* **Task to carry out**: Except for the images, repeat the entries below word for word.

□ □ □ □ □ □ □

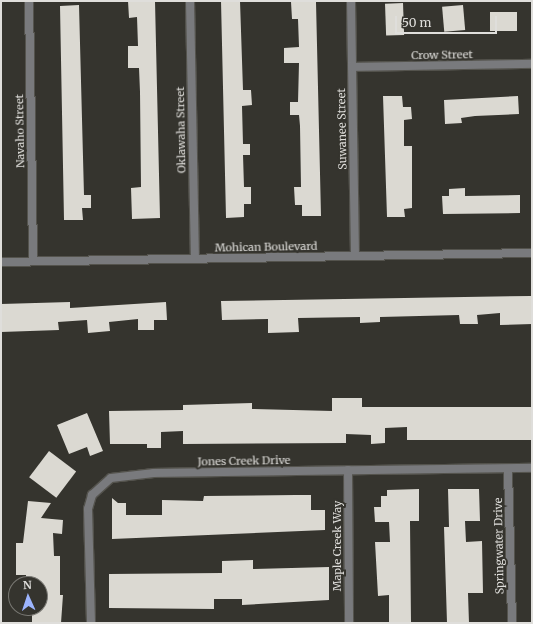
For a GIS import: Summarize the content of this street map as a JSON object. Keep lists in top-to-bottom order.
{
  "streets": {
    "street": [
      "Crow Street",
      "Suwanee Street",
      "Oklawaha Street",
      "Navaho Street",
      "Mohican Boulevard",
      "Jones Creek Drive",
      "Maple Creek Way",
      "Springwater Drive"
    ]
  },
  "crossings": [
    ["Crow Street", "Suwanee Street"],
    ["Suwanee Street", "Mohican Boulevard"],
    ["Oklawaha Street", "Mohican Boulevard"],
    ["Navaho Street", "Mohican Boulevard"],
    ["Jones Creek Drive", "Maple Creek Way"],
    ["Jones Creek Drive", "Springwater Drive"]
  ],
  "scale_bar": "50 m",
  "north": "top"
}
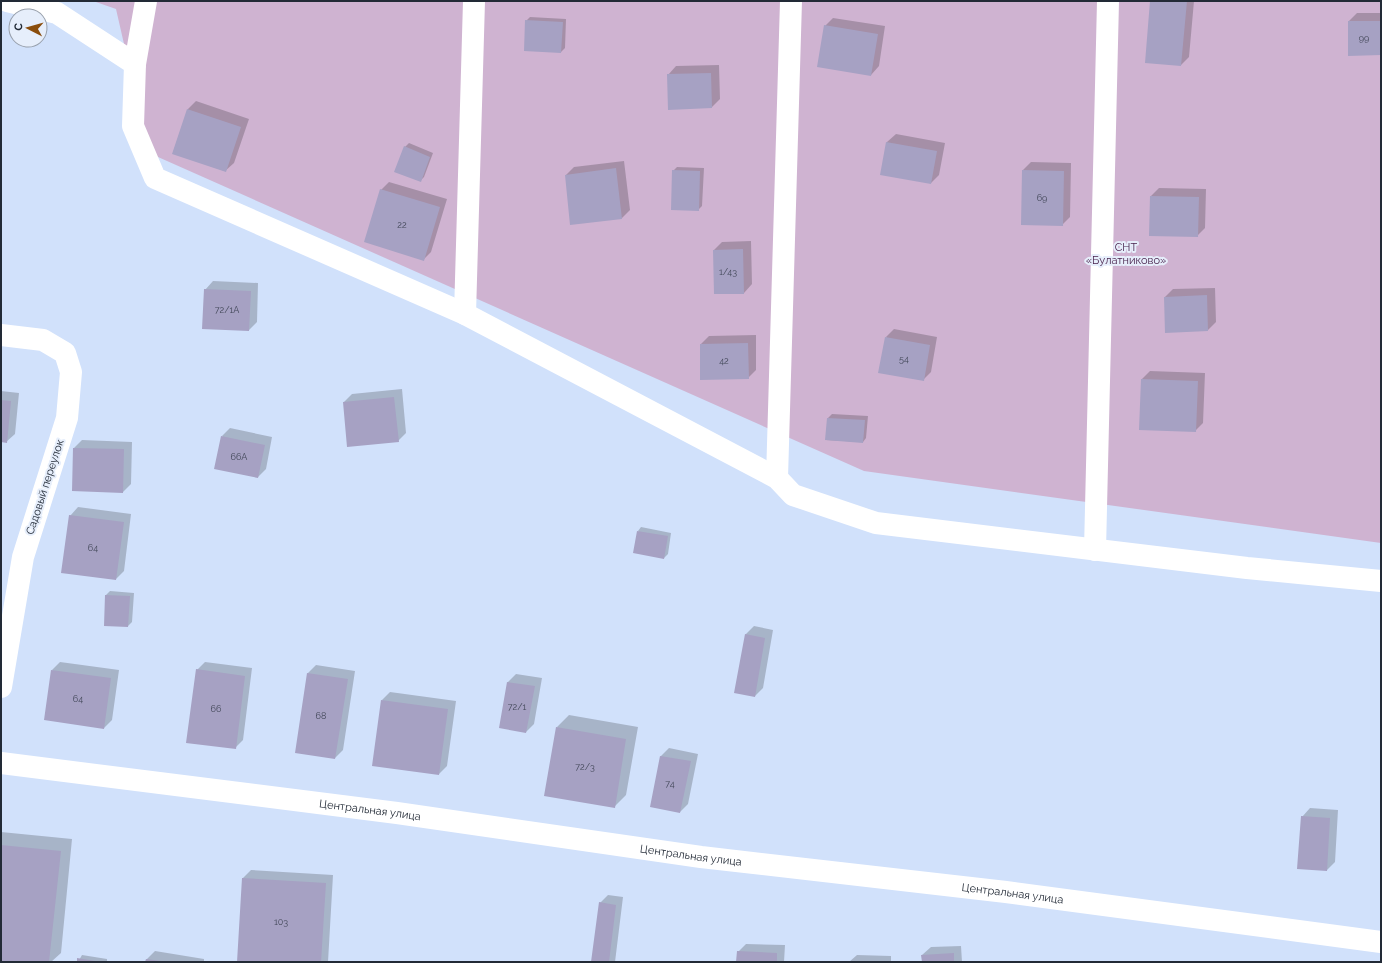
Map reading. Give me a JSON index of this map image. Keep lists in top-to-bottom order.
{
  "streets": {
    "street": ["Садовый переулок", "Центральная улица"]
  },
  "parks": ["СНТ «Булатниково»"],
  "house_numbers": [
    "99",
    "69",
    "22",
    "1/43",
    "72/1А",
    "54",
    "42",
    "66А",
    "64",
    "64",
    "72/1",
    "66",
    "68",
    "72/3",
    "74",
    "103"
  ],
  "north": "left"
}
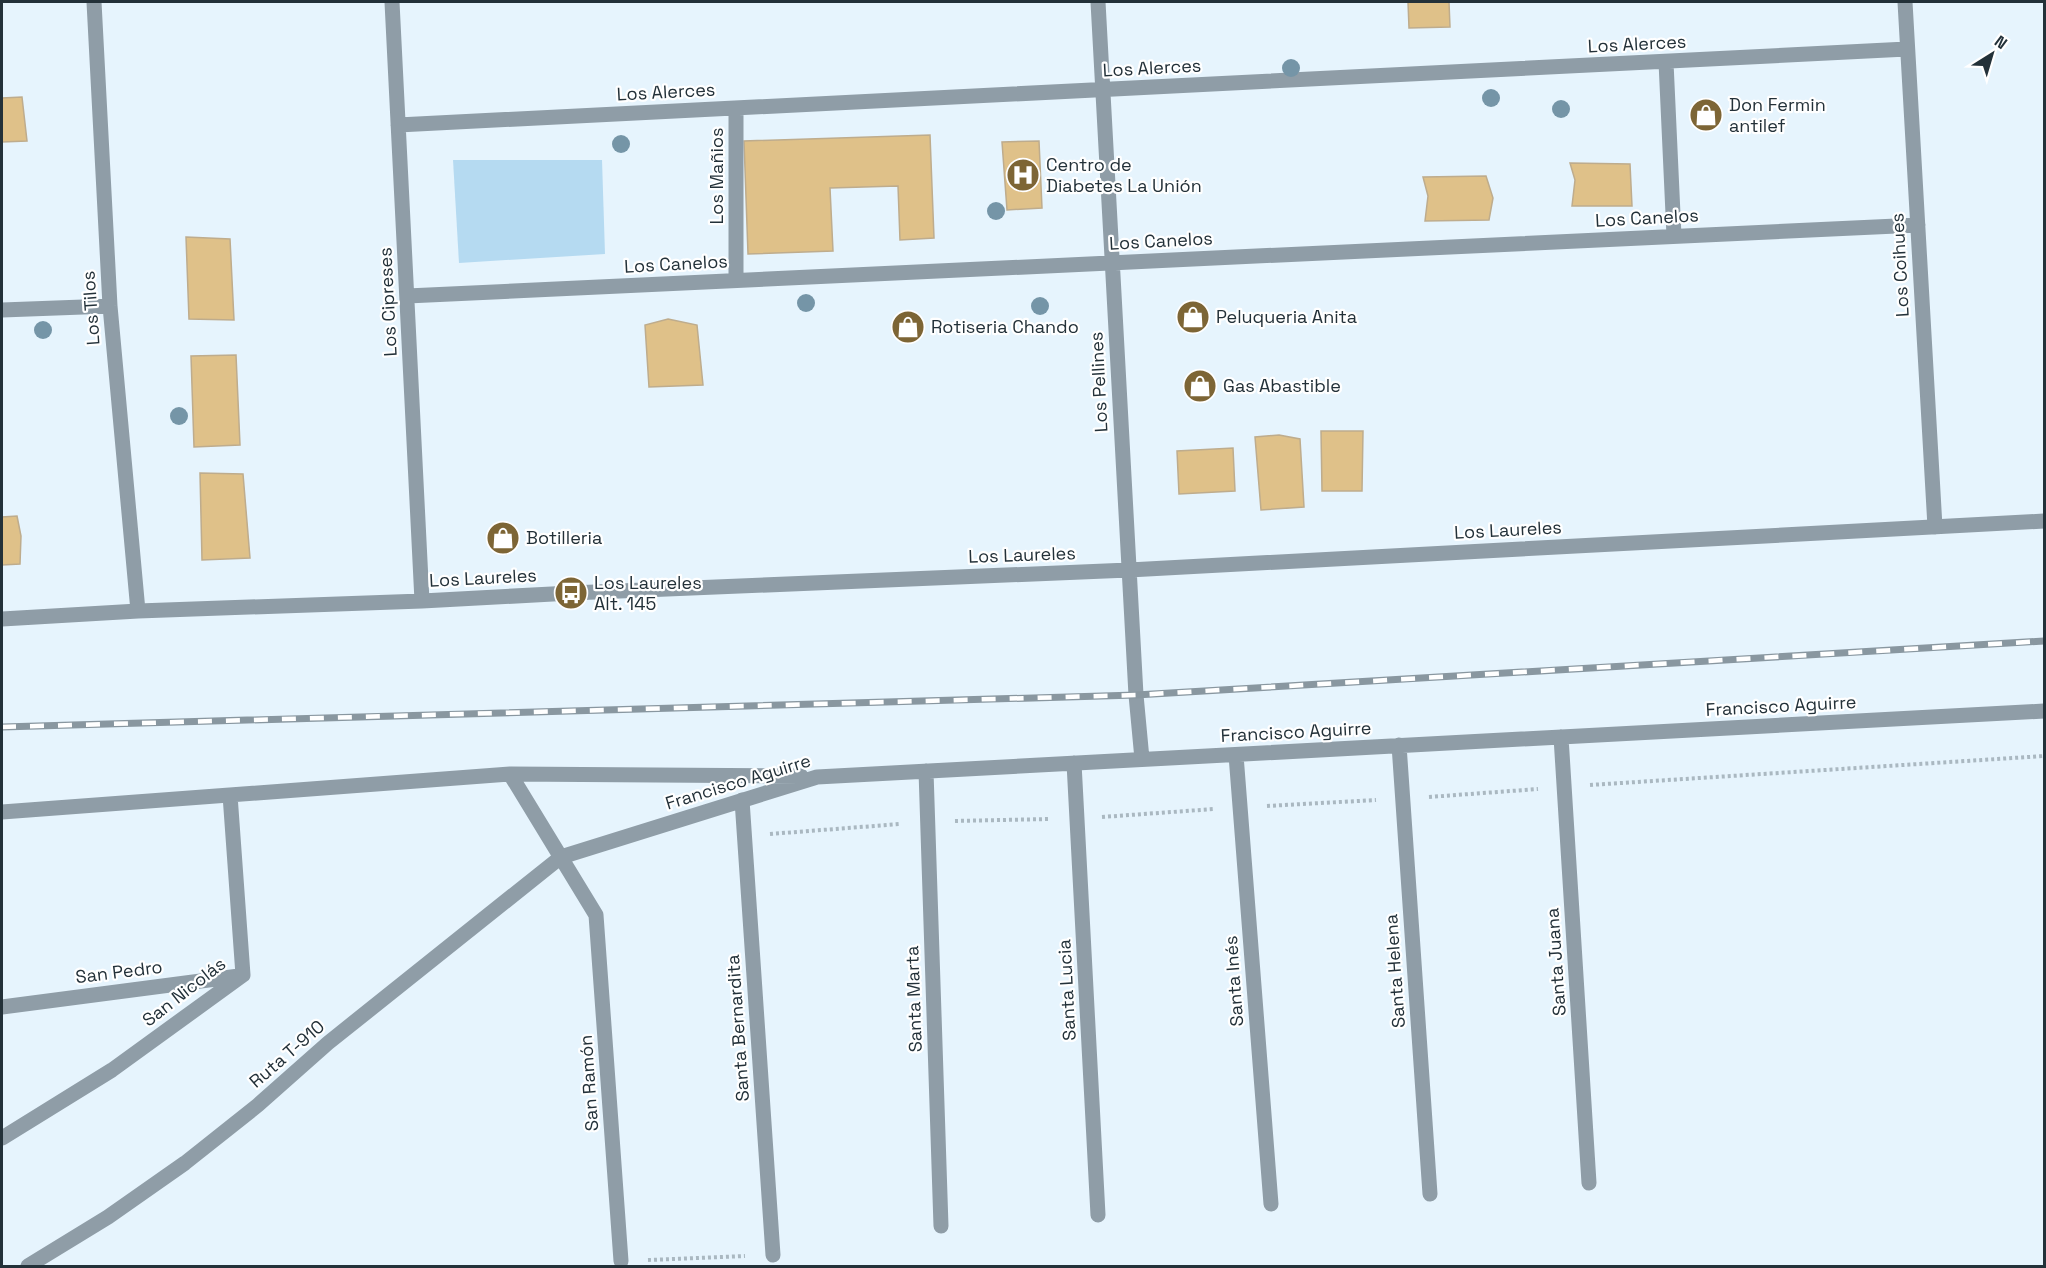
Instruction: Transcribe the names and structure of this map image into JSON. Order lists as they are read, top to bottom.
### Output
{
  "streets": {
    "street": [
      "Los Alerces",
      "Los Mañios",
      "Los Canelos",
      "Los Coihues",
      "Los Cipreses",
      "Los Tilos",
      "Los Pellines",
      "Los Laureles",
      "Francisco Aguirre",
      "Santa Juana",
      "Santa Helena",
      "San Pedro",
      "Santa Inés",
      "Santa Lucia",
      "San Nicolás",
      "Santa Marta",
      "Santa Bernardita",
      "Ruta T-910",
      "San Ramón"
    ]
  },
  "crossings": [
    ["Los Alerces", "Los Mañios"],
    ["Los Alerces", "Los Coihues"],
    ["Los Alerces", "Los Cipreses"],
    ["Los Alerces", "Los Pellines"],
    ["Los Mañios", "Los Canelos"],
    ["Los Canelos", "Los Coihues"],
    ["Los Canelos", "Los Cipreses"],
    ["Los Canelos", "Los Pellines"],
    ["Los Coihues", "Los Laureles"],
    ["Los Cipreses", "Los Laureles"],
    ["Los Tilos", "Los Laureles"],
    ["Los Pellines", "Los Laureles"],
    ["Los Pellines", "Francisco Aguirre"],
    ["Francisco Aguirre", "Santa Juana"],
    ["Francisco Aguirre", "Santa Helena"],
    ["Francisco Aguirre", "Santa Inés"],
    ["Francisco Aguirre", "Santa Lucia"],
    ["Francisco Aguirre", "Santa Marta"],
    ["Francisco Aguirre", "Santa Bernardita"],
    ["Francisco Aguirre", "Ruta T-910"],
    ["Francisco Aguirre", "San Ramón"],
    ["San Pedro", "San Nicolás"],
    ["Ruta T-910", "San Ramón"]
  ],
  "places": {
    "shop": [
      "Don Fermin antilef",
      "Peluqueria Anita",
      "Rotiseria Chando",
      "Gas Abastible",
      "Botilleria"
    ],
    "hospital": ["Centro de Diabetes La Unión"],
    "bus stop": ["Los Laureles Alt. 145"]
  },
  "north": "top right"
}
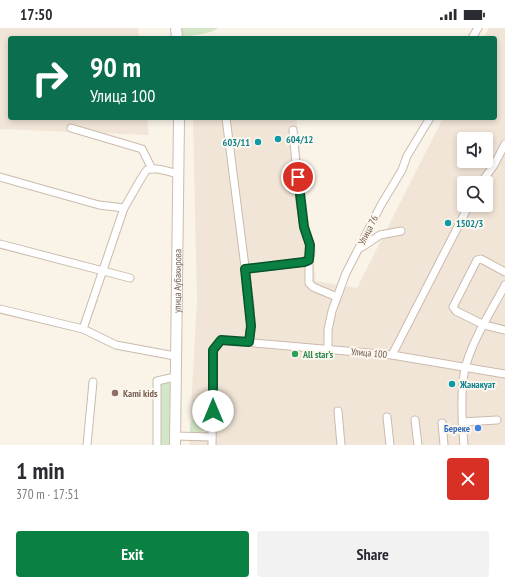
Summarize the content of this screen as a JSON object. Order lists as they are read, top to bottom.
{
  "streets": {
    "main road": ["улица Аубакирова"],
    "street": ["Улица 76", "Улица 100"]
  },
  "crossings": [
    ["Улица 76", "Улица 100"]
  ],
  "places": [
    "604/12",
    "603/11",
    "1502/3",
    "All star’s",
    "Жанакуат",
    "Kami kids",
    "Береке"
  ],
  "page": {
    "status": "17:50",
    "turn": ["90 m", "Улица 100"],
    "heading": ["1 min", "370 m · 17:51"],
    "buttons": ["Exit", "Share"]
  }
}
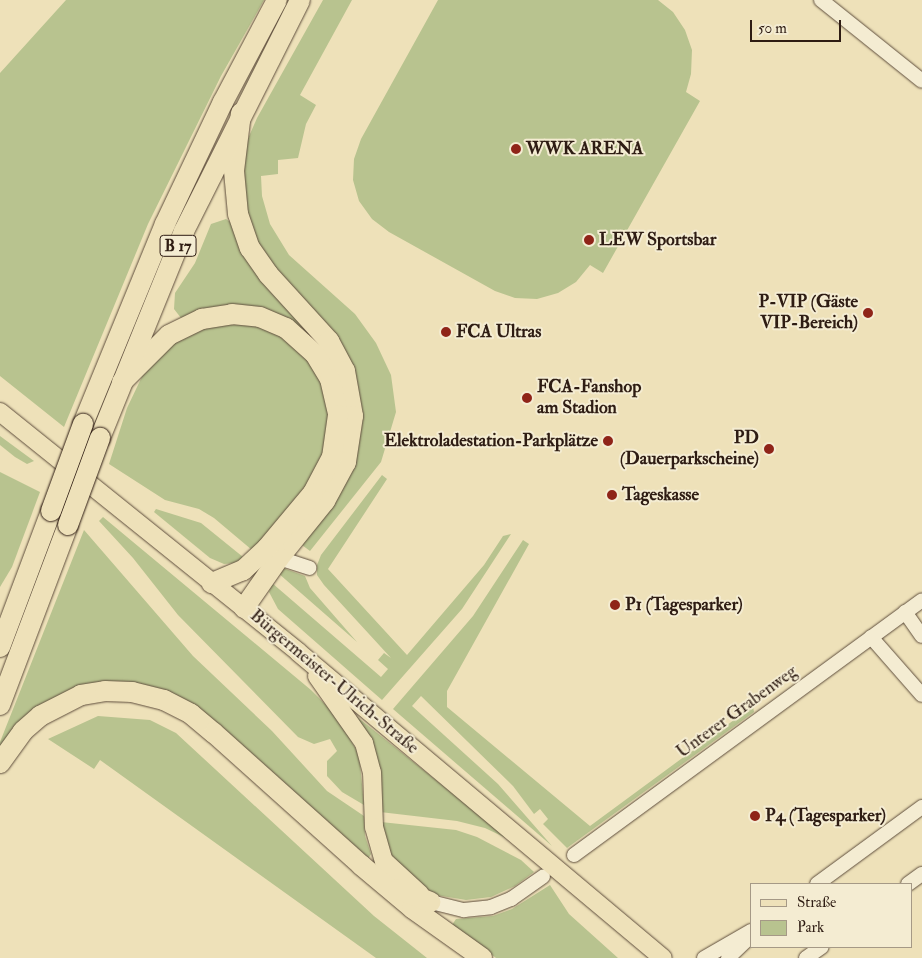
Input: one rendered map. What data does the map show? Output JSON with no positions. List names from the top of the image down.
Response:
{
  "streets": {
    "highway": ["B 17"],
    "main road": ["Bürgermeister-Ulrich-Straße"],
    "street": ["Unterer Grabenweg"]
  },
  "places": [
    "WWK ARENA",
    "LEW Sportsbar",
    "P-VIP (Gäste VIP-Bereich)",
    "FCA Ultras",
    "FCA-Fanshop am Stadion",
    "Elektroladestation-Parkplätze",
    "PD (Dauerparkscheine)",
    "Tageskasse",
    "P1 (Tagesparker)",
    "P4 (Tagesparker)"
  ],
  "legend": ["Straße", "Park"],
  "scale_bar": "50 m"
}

□ □ □ □ □ □ □

* **Solution to this exercise**:
For a GIS import: Summarize the content of this street map as a JSON object. Keep lists in top-to-bottom order.
{
  "streets": {
    "street": [
      "Crow Street",
      "Suwanee Street",
      "Oklawaha Street",
      "Navaho Street",
      "Mohican Boulevard",
      "Jones Creek Drive",
      "Maple Creek Way",
      "Springwater Drive"
    ]
  },
  "crossings": [
    ["Crow Street", "Suwanee Street"],
    ["Suwanee Street", "Mohican Boulevard"],
    ["Oklawaha Street", "Mohican Boulevard"],
    ["Navaho Street", "Mohican Boulevard"],
    ["Jones Creek Drive", "Maple Creek Way"],
    ["Jones Creek Drive", "Springwater Drive"]
  ],
  "scale_bar": "50 m",
  "north": "top"
}
Map reading. Give me a JSON index of this map image. Keep lists in top-to-bottom order.
{
  "streets": {
    "street": ["Садовый переулок", "Центральная улица"]
  },
  "parks": ["СНТ «Булатниково»"],
  "house_numbers": [
    "99",
    "69",
    "22",
    "1/43",
    "72/1А",
    "54",
    "42",
    "66А",
    "64",
    "64",
    "72/1",
    "66",
    "68",
    "72/3",
    "74",
    "103"
  ],
  "north": "left"
}
Instruction: Transcribe the names and structure of this map image into JSON. Order lists as they are read, top to bottom.
### Output
{
  "streets": {
    "street": [
      "Los Alerces",
      "Los Mañios",
      "Los Canelos",
      "Los Coihues",
      "Los Cipreses",
      "Los Tilos",
      "Los Pellines",
      "Los Laureles",
      "Francisco Aguirre",
      "Santa Juana",
      "Santa Helena",
      "San Pedro",
      "Santa Inés",
      "Santa Lucia",
      "San Nicolás",
      "Santa Marta",
      "Santa Bernardita",
      "Ruta T-910",
      "San Ramón"
    ]
  },
  "crossings": [
    ["Los Alerces", "Los Mañios"],
    ["Los Alerces", "Los Coihues"],
    ["Los Alerces", "Los Cipreses"],
    ["Los Alerces", "Los Pellines"],
    ["Los Mañios", "Los Canelos"],
    ["Los Canelos", "Los Coihues"],
    ["Los Canelos", "Los Cipreses"],
    ["Los Canelos", "Los Pellines"],
    ["Los Coihues", "Los Laureles"],
    ["Los Cipreses", "Los Laureles"],
    ["Los Tilos", "Los Laureles"],
    ["Los Pellines", "Los Laureles"],
    ["Los Pellines", "Francisco Aguirre"],
    ["Francisco Aguirre", "Santa Juana"],
    ["Francisco Aguirre", "Santa Helena"],
    ["Francisco Aguirre", "Santa Inés"],
    ["Francisco Aguirre", "Santa Lucia"],
    ["Francisco Aguirre", "Santa Marta"],
    ["Francisco Aguirre", "Santa Bernardita"],
    ["Francisco Aguirre", "Ruta T-910"],
    ["Francisco Aguirre", "San Ramón"],
    ["San Pedro", "San Nicolás"],
    ["Ruta T-910", "San Ramón"]
  ],
  "places": {
    "shop": [
      "Don Fermin antilef",
      "Peluqueria Anita",
      "Rotiseria Chando",
      "Gas Abastible",
      "Botilleria"
    ],
    "hospital": ["Centro de Diabetes La Unión"],
    "bus stop": ["Los Laureles Alt. 145"]
  },
  "north": "top right"
}
Summarize the content of this screen as a JSON object. Order lists as they are read, top to bottom.
{
  "streets": {
    "main road": ["улица Аубакирова"],
    "street": ["Улица 76", "Улица 100"]
  },
  "crossings": [
    ["Улица 76", "Улица 100"]
  ],
  "places": [
    "604/12",
    "603/11",
    "1502/3",
    "All star’s",
    "Жанакуат",
    "Kami kids",
    "Береке"
  ],
  "page": {
    "status": "17:50",
    "turn": ["90 m", "Улица 100"],
    "heading": ["1 min", "370 m · 17:51"],
    "buttons": ["Exit", "Share"]
  }
}
Input: one rendered map. What data does the map show? Output JSON with no positions. List names from the top of the image down.
Response:
{
  "streets": {
    "highway": ["B 17"],
    "main road": ["Bürgermeister-Ulrich-Straße"],
    "street": ["Unterer Grabenweg"]
  },
  "places": [
    "WWK ARENA",
    "LEW Sportsbar",
    "P-VIP (Gäste VIP-Bereich)",
    "FCA Ultras",
    "FCA-Fanshop am Stadion",
    "Elektroladestation-Parkplätze",
    "PD (Dauerparkscheine)",
    "Tageskasse",
    "P1 (Tagesparker)",
    "P4 (Tagesparker)"
  ],
  "legend": ["Straße", "Park"],
  "scale_bar": "50 m"
}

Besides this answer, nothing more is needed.